Mason Partners with Top Telescope Project to Create “Movie” of the Entire Sky
The stars aligned properly this month for Mason’s latest scientific partnership.
The Large Synoptic Survey Telescope (LSST), a research project that Mason recently signed on to, was listed by the National Academy of Sciences as one of the most important astronomical endeavors for the next decade.
The telescope, which researchers hope will be built and on-line by the end of the decade, will create a 10-year-long “movie” of the section of sky visible from its perch atop a mountain in Chile. It will survey the sky deeply every three days using its three-billion-pixel digital camera — the largest in the world — to probe astronomical mysteries, such as dark matter and dark energy, in order to map the dynamic, changing universe.
It will also be able to track the faintest objects in the universe, such as the millions of small asteroids in our solar system, supernovae in the most distant galaxies and any other objects that change their brightness or position in the sky.
Mason’s role in the LSST project will involve designing the data-mining techniques that will sift through the massive amounts of data gathered and analyzed by the telescope, which amounts to 30 terabytes of information every night. Kirk Borne, associate professor of astrophysics and computational sciences at Mason, will be the liaison for the project and serve on the LSST board of advisors.

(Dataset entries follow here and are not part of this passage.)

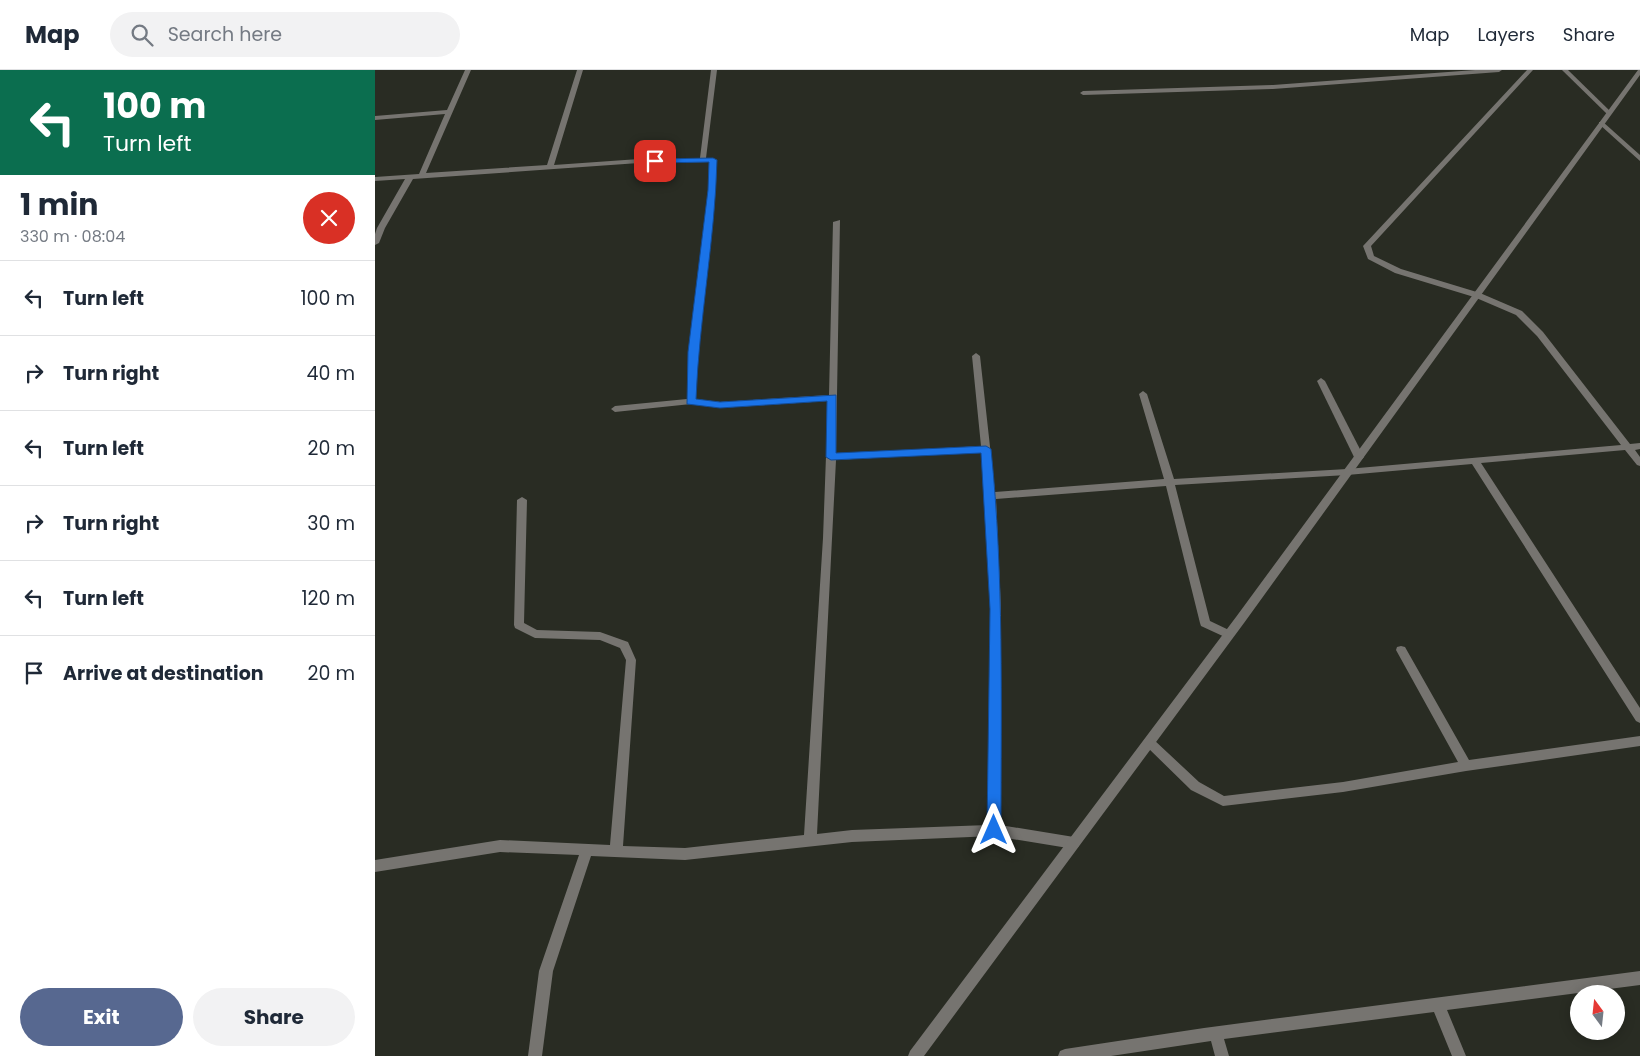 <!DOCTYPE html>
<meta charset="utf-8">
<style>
:root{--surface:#fff;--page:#f2f2f3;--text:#1f2937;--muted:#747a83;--line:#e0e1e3;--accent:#576890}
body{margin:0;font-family:Poppins,sans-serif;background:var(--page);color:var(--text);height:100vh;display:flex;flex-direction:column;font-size:19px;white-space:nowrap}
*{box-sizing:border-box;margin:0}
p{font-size:16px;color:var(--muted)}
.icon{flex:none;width:28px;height:28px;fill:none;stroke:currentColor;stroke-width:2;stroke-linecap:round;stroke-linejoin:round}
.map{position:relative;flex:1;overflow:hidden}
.panel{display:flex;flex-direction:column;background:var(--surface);width:375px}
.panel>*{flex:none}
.top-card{background:#0b6e4f;color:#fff;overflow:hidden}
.needle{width:32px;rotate:345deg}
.controls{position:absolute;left:1195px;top:915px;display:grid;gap:10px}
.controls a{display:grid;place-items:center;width:55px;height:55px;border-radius:50%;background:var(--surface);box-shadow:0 2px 12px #0003;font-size:25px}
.pin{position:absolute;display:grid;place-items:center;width:42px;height:42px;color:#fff;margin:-21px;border-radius:10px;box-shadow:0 2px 8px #0006}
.me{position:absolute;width:55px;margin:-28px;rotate:0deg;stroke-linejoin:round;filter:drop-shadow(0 0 4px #0008)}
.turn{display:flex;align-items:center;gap:18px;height:105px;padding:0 20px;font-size:22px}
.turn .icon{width:65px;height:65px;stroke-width:2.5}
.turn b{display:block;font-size:35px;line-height:42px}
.round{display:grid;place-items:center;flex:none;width:52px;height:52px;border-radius:26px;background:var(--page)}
.overview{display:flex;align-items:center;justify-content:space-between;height:85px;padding:0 20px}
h1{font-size:30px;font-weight:700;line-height:38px}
.primary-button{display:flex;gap:10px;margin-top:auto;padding:10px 20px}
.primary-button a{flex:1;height:58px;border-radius:30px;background:var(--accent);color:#fff;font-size:20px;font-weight:700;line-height:58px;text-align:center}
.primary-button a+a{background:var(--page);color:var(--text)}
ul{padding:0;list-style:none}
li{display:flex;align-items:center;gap:15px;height:75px;padding:0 20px;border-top:1px solid var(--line)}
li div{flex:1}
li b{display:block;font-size:19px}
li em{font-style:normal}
header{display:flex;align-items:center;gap:30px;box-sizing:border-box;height:70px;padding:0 25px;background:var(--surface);border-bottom:1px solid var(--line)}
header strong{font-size:24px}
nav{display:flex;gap:28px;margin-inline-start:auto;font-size:18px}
.search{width:350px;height:45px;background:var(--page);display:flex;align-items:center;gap:12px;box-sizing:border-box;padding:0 18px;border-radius:28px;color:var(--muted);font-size:19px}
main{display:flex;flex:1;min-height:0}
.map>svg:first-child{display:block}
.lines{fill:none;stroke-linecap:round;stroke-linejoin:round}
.service{fill:#767470;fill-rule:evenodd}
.minor{fill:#767470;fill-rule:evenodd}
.tertiary{fill:#767470;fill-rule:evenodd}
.route{fill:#1a73e8;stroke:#114b97}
</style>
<header>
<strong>Map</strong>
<div class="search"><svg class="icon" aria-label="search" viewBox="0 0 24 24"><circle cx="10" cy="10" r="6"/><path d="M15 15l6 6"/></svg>Search here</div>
<nav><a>Map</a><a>Layers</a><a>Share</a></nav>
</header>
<main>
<section class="panel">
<div class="top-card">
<div class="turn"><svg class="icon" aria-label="left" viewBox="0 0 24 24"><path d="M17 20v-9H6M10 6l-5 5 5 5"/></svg><div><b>100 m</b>Turn left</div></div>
</div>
<div class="overview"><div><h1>1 min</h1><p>330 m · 08:04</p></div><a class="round" style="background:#d93025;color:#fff"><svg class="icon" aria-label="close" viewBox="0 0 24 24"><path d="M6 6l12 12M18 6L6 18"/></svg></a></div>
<ul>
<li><svg class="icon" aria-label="left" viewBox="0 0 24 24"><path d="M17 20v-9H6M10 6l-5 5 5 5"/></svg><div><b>Turn left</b></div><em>100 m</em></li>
<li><svg class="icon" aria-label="right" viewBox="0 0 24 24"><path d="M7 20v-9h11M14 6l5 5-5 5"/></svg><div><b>Turn right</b></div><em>40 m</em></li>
<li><svg class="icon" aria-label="left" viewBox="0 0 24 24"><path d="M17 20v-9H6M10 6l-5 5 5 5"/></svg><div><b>Turn left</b></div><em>20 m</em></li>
<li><svg class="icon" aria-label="right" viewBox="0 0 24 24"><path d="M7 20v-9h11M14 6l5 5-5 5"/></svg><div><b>Turn right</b></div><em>30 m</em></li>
<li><svg class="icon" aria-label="left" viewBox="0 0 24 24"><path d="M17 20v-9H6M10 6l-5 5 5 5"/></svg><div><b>Turn left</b></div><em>120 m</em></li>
<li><svg class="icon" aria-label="arrive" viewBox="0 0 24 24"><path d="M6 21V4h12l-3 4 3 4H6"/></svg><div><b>Arrive at destination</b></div><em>20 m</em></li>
</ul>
<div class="primary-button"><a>Exit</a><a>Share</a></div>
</section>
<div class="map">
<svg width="1265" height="986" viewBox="0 0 1265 986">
<rect width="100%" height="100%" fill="#292c23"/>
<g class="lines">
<path class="service" d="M 946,308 L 950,311 L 989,387 L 987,389 L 981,389 L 979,387 L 942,311 Z"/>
<g class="minor">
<path d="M 90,0 L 96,0 L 51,103 L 172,95 L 202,0 L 208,0 L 179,95 L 264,89 L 325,88 L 336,0 L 342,0 L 331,88 L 338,88 L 341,90 C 338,170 325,249 320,329 L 345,332 L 454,325 L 458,152 L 465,150 L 461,384 L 606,376 L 597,286 L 601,283 L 605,286 L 620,422 L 789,409 L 764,324 L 768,321 L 772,324 L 799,409 L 972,399 L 1246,375 L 1162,266 L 1141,245 L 1099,227 L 1020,203 L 993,189 L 988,176 L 1152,0 L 1158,0 L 996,176 L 999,186 L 1026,199 L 1105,223 L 1147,241 L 1168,262 L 1255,374 L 1265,373 L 1265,379 L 1260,380 L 1265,387 L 1265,396 L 1262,395 L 1250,380 L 1106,393 L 1265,638 L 1265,653 L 1261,651 L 1097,394 L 972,405 L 800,415 L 835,551 L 856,561 L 857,564 L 856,567 L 852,568 L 826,556 L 825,553 L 791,416 L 621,429 L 626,539 L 625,755 L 699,767 L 703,769 L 705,773 L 703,777 L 699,779 L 619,766 L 477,772 L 310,790 L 216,786 L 178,901 L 167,986 L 153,986 L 164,901 L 204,785 L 125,782 L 0,802 L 0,790 L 125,770 L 235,775 L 251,590 L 245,578 L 225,570 L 160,568 L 140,558 L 139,555 L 142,430 L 147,427 L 152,430 L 149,553 L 162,560 L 225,562 L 253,572 L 261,590 L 248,776 L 310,778 L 429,765 L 448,468 L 453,331 L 345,338 L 316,334 L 240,342 L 236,339 L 240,336 L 312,329 C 317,249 331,171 335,92 L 264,93 L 38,109 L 10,158 L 4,173 L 0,175 L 0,164 L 2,158 L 30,109 L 0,111 L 0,107 L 44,104 L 70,44 L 0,50 L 0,46 L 72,40 ZM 607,382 C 620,506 615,631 613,755 L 477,760 L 442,764 L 461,390 Z"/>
<path d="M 1100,0 L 1127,0 L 1124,2 L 898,19 L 708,25 L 705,23 L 708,21 L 898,15 Z"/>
<path d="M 1187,0 L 1193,0 L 1236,42 L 1236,44 L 1232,44 Z"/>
<path d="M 1224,52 L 1228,52 L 1265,85 L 1265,91 L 1224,54 Z"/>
<path d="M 1026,576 L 1030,577 L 1094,690 L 1265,666 L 1265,676 L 1091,701 L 968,722 L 848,736 L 816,720 L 770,675 L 768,672 L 770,669 L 774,667 L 778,669 L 824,712 L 849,726 L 968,712 L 1083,692 L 1021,580 L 1022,577 Z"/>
<path d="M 1265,901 L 1265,915 L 1072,940 L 1091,986 L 1077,986 L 1059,942 L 849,969 L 854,986 L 840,986 L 836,971 L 736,986 L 683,986 L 685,981 L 690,979 L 829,958 Z"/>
</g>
<path class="tertiary" d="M 1263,0 L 1265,0 L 1265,5 L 869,553 L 549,986 L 533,986 L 535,981 L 861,547 Z"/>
</g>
<path class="route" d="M 338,88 L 342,90 C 340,170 324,249 321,329 L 345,332 L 461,325 L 461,383 L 611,376 L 616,379 C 629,506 626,633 626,760 L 624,765 L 619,766 L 614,765 L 612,760 L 615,539 L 606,383 L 456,390 L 451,387 L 452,331 L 345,338 L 312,334 L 313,282 L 333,120 L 334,92 L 280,93 L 276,91 L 280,89 Z"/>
</svg>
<div class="controls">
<a><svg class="needle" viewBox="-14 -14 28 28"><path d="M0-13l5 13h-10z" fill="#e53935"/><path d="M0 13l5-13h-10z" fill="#747a83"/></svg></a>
</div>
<div class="pin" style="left:280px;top:91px;background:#d93025"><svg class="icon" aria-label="arrive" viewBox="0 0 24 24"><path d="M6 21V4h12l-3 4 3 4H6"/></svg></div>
<svg class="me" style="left:619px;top:760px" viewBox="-20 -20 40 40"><path d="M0-17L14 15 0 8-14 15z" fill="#1a73e8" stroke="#fff" stroke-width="4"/></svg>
</div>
</main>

Mason professors in various disciplines such as astronomy and physics, computational sciences and science education — some already doing LSST-related research — will contribute to and benefit from this partnership.
Borne is also leading a nationwide scientific collaboration group that will conduct data science research with the LSST data repository, which will be one of the largest scientific databases ever assembled. The LSST data archive will consist of nearly 100 petabytes of data, roughly equivalent to 100 times all of the words printed in all of the books in all of the libraries in the world, Borne says.
“The LSST project team will provide open, public access to all of these data — it will be the telescope for everyone,” says Borne. “The scientific knowledge discovery potential of the LSST database is staggering, and the data-mining techniques developed by our Mason scientists will enable countless new astronomical discoveries.”
Another major component of the LSST project will be its far-reaching educational initiatives. Researchers at Mason will work closely with LSST on developing projects, online activities and media-rich experiences devoted to educating the general public about the telescope and its scientific activities. With projects already in place at Mason such as the Galaxy Zoo, which invites “citizen scientists” to contribute in real science research, Mason is poised to make a serious contribution to changing the way people learn and engage with science.
“People love the prospect of doing real science and being a valuable part of data collecting,” says Borne. “Perhaps some student doing a science fair project or an interested citizen using a smart phone application will help us to find the next big thing in astronomy.”